Experts say the national task force will pursue policy adjustments to financial market and trade rules as Jakarta aims to incentivise banks and other institutions to deepen their engagement with regional currencies. 

“Through the task force, the government will look at the [policy] bells and whistles it needs to fine-tune. This [covers] financial markets, trade and customs; there are many things to synchronise,” says Erwandi Hendarta, senior partner and the head of finance and projects practice group at HHP Law Firm, member firm of Baker McKenzie in Indonesia. 

Tools available to regulators include lowering bank reserve requirements on holdings of regional currencies and accelerating import procedures for certain businesses, though concrete changes have yet to be announced. Bank Indonesia, the country’s central bank, did not respond to a request for comment. 

The task force — launched on September 5 — includes at least six ministries, the central bank, and key financial regulators, underscoring its political power. It follows the August endorsement of a region-wide local currency transaction framework by Asean finance ministers and central bank governors. 

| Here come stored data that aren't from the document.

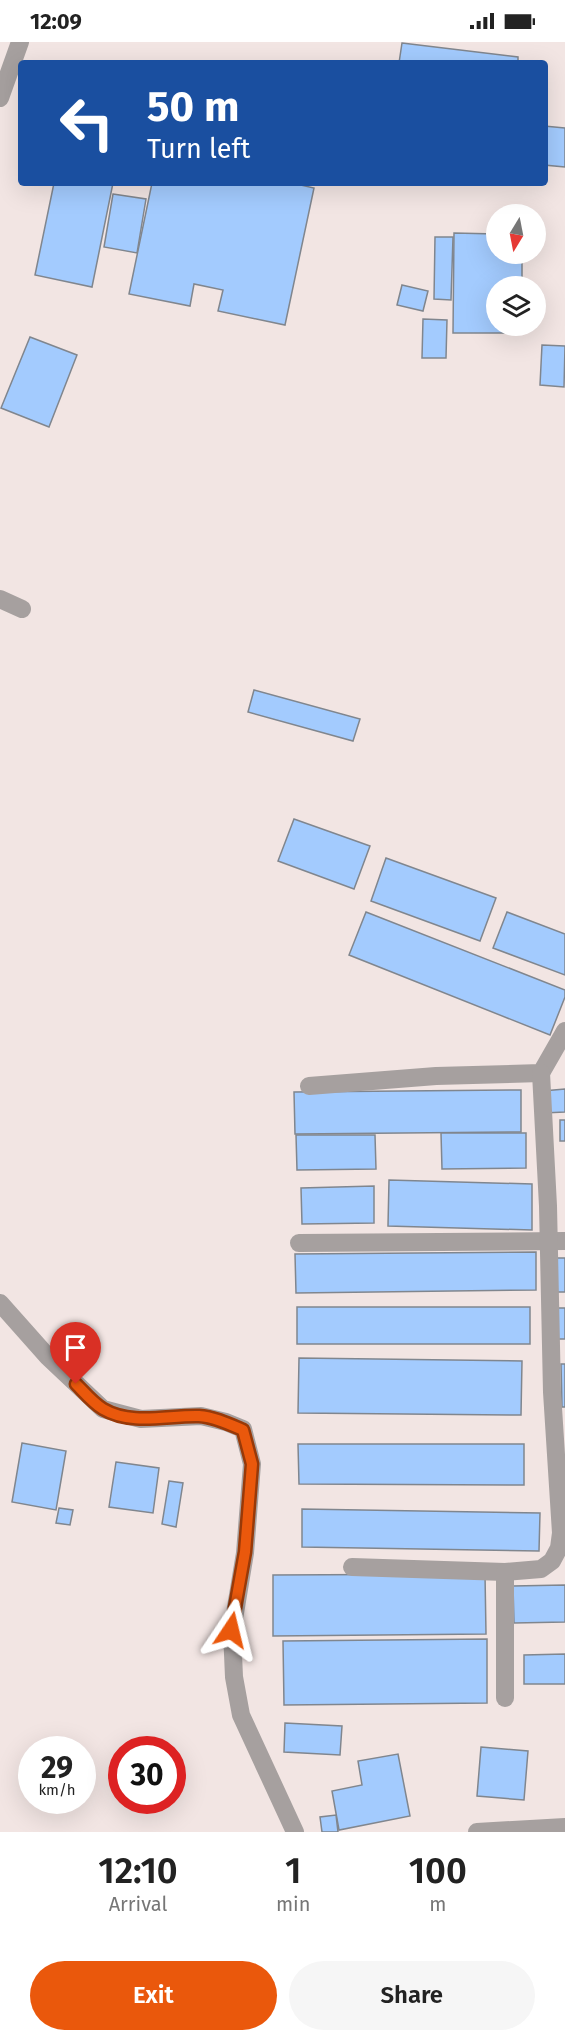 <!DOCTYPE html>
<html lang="en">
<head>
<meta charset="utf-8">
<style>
  :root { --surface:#fff; --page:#f6f6f6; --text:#222; --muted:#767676; --accent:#ea580c }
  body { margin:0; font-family:"Fira Sans",sans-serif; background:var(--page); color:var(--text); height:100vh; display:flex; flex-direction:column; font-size:22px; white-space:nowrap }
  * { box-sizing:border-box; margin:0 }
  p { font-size:20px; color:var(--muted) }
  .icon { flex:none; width:33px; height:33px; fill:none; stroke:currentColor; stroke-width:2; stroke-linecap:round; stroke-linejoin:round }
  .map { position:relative; height:1790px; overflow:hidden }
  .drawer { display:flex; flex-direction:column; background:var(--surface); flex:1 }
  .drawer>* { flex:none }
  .hud { position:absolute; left:18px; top:18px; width:530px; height:126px; border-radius:6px; box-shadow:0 6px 24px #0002; background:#1a4fa0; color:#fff; overflow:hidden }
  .needle { width:39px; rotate:190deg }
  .controls { position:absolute; left:486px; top:162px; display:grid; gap:12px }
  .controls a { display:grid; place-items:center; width:60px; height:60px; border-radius:50%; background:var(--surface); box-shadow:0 6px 24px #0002; font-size:30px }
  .speed { position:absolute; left:18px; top:1694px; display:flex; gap:12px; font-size:30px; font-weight:700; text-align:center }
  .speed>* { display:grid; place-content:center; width:78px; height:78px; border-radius:50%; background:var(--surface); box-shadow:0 6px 24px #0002; line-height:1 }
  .speed small { font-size:15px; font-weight:400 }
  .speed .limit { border:9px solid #d22; background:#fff; color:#111 }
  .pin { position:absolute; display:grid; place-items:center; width:51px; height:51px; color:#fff; margin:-62px -26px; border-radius:50% 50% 50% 0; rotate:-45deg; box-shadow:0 0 6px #0007 }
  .pin .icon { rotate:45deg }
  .me { position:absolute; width:66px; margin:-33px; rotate:10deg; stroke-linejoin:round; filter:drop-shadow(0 0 4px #0008) }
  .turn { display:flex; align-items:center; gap:21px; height:126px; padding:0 30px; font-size:27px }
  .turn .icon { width:78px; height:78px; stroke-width:2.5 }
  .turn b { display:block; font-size:42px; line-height:51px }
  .eta { display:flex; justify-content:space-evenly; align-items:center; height:102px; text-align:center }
  .eta b { font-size:36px; font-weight:600; line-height:42px }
  .button { display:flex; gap:12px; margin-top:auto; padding:12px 30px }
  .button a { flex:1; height:69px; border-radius:36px; background:var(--accent); color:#fff; font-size:24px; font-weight:600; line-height:69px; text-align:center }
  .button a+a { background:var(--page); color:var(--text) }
  .status { display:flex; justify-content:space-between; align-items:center; height:42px; padding:0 30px; background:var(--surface); direction:ltr }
  .status svg { height:16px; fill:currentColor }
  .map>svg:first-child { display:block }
  .building { fill:#a3cbfe; stroke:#80868e; stroke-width:1.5 }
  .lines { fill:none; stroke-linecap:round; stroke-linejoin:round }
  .street { stroke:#a6a09f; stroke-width:18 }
  .route-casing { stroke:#983908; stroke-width:15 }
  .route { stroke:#ea580c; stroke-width:10 }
</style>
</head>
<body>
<div class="status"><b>12:09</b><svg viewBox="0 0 49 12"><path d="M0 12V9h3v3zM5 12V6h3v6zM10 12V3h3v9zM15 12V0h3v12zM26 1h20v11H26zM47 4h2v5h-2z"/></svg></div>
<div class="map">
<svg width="565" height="1790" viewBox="0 0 565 1790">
  <rect width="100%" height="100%" fill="#f2e5e3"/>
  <g class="building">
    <path d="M402,1l116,14v6h-119z"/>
    <path d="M544,84l21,2v39l-21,-2z"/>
    <path d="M54,141h59l-21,104 -57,-12z"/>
    <path d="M152,141h140l22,5 -29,137 -67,-14 5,-21 -29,-6 -4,22 -61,-12z"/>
    <path d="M113,152l33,5 -9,54 -33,-6z"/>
    <path d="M454,191l42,1v20h26v32h-26v40h25v7h-68z"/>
    <path d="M435,195h18l-2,63 -17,-1z"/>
    <path d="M402,243l26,6 -5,20 -26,-6z"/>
    <path d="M423,277l24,1 -1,38h-24z"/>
    <path d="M30,295l47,18 -28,72 -48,-19z"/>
    <path d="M542,303l23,1 -1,41 -24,-2z"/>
    <path d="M254,648l106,29 -7,22 -105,-29z"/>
    <path d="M294,777l76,27 -16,43 -76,-28z"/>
    <path d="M386,816l110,40 -16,43 -109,-40z"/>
    <path d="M366,870l199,78v7l-15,38 -201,-80z"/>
    <path d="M507,870l58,22v41l-72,-27z"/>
    <path d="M565,1047v23l-21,1 -1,-22z"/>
    <path d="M521,1048v42l-226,2 -1,-42z"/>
    <rect x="560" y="1078" width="5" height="21"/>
    <path d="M441,1091h85v35l-84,1z"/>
    <path d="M296,1093h79l1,34 -79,1z"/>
    <path d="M389,1138l143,4v46l-144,-4z"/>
    <path d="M374,1144v37l-72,1 -1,-36z"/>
    <path d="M536,1210v38l-240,3 -1,-39z"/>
    <rect x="552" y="1216" width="13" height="34"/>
    <rect x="297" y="1265" width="233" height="37"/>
    <rect x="555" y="1266" width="10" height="31"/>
    <path d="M299,1316l223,3 -1,54 -223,-2z"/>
    <path d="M561,1322h4v43h-3z"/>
    <path d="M22,1401l44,8 -10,59 -44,-8z"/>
    <path d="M298,1402h226v41l-225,-1z"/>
    <path d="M116,1420l43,6 -6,45 -44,-6z"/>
    <path d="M169,1439l14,2 -7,44 -14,-3z"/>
    <path d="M59,1466l14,2 -3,15 -14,-2z"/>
    <path d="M302,1467l238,4 -1,38 -237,-4z"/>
    <path d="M485,1532l1,60 -213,2v-61z"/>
    <path d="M565,1543v37l-51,1 -1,-37z"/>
    <path d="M487,1597v64l-203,2 -1,-64z"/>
    <path d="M565,1612v30h-41v-29z"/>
    <path d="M285,1681l57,3 -2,29 -56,-3z"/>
    <path d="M481,1705l47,4 -4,49 -47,-4z"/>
    <path d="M398,1712l12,62 -71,14 -7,-39 30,-6 -4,-24z"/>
    <path d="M336,1773l2,17h-16l-2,-15z"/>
  </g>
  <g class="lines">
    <g class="street">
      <path d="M0,56l20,-56"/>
      <path d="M0,557l22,10"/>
      <path d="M309,1044l127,-10 105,-3 24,-42"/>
      <path d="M299,1201l266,-2"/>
      <path d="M0,1261l48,54 55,52 38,10 60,-3 25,6 17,7 9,35 -7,89 -13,78 2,46 7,38 54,117"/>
      <path d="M352,1525l153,5 36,-3 11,-8 7,-13 2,-15 -9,-141 -4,-186 -7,-133"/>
      <path d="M505,1530v126"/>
      <path d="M477,1790l88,-5"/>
    </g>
  </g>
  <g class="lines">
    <defs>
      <path id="route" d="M76,1342c8,8 17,19 27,25 29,17 65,6 96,7 15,1 30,8 44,14l9,34 -7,88 -14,78"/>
    </defs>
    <use href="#route" class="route-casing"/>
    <use href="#route" class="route"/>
  </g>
</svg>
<div class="controls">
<a><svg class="needle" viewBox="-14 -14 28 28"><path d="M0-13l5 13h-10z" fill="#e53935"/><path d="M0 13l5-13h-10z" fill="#767676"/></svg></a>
<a><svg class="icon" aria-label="layers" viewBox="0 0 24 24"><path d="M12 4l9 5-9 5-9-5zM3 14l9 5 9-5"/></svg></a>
</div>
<div class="speed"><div>29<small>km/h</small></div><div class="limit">30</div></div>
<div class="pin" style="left:76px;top:1342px;background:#d93025"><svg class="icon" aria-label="arrive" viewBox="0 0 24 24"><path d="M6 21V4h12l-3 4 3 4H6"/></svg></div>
<svg class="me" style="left:231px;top:1588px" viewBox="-20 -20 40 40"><path d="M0-17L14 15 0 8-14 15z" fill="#ea580c" stroke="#fff" stroke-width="4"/></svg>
<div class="hud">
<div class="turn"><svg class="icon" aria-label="left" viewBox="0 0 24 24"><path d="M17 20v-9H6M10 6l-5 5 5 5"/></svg><div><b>50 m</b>Turn left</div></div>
</div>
</div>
<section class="drawer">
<div class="eta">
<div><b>12:10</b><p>Arrival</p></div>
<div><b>1</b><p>min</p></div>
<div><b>100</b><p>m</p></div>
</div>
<div class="button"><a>Exit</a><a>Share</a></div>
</section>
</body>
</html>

“The Indonesian government is trying to foster local currency use [with regional partners]. Having a [national] task force is an excellent idea to facilitate policy co-ordination locally and internationally,” says Mr Hendarta. 

South-east Asia, the fastest-growing region globally economically, has been hit by a stronger US dollar since the Federal Reserve began hiking interest rates in early 2022. This has galvanised efforts to promote local currency use across the region. 

“A broader local currency transaction framework could help Asean nations mitigate foreign currency risks, as the strength of the dollar in recent years has been reflected in weak local currencies,” says Dedi Dinarto, lead Indonesia analyst at public policy advisory firm Global Counsel.

“The Fed’s potential interest rate hike in September would also mean that the US dollar is expected to remain strong, and this could be detrimental for most south-east Asian countries, which are net importers of food and energy,” says Mr Dinarto. 

Across the region

Some Asean member states, including Indonesia, are already progressing with local currency use for a broader range of transactions. In August, the central banks of Thailand, Malaysia and Indonesia signed a memorandum of understanding to expand an existing local currency agreement for trade and investment to cover financial asset transactions. 

The growing success of cross-border QR code payment linkages has accompanied this. Today, consumers in Indonesia, Thailand, Singapore and Malaysia can conduct payments in their local currencies through QR code wallets across all four countries. Exchange rates are determined directly between participating countries’ central banks. 

“The development of cross-border QR code payment linkages benefits significantly from domestic efforts to introduce national QR code payment linkages within each member economy. Once domestic payment systems achieve a high level of interoperability, establishing cross-border connections becomes much more efficient,” says Li Lian Ong, senior advisor to the director, macro-financial research group at AMRO.

But Indonesia’s local currency task force is grappling with the more complex challenge of high-value, business-to-business transactions. Serious obstacles in this domain must be addressed, not least Indonesian and other Asean banks’ obligation to expand their local currency trading and settlement infrastructure. Demand for regional currency pairs from customers across the region also needs a lift. 

According to Ms Ong, this is creating a “chicken and egg” situation: “Banks require scale if any investment they make in infrastructure and human resources for local currency transactions is to be financially viable. Demand for local currency transactions would depend on the market they are operating in and the counterpart economies. So far, volumes need to be larger to incentivise banks to make such investments.”

Yet the launch of Indonesia’s national local currency task force and similar initiatives occurring at the Asean level underscores the push to overcome these challenges. In the coming weeks and months, a period of regulatory synchronisation and renewal beckons for Indonesia and its Asean peers in pursuit of this objective.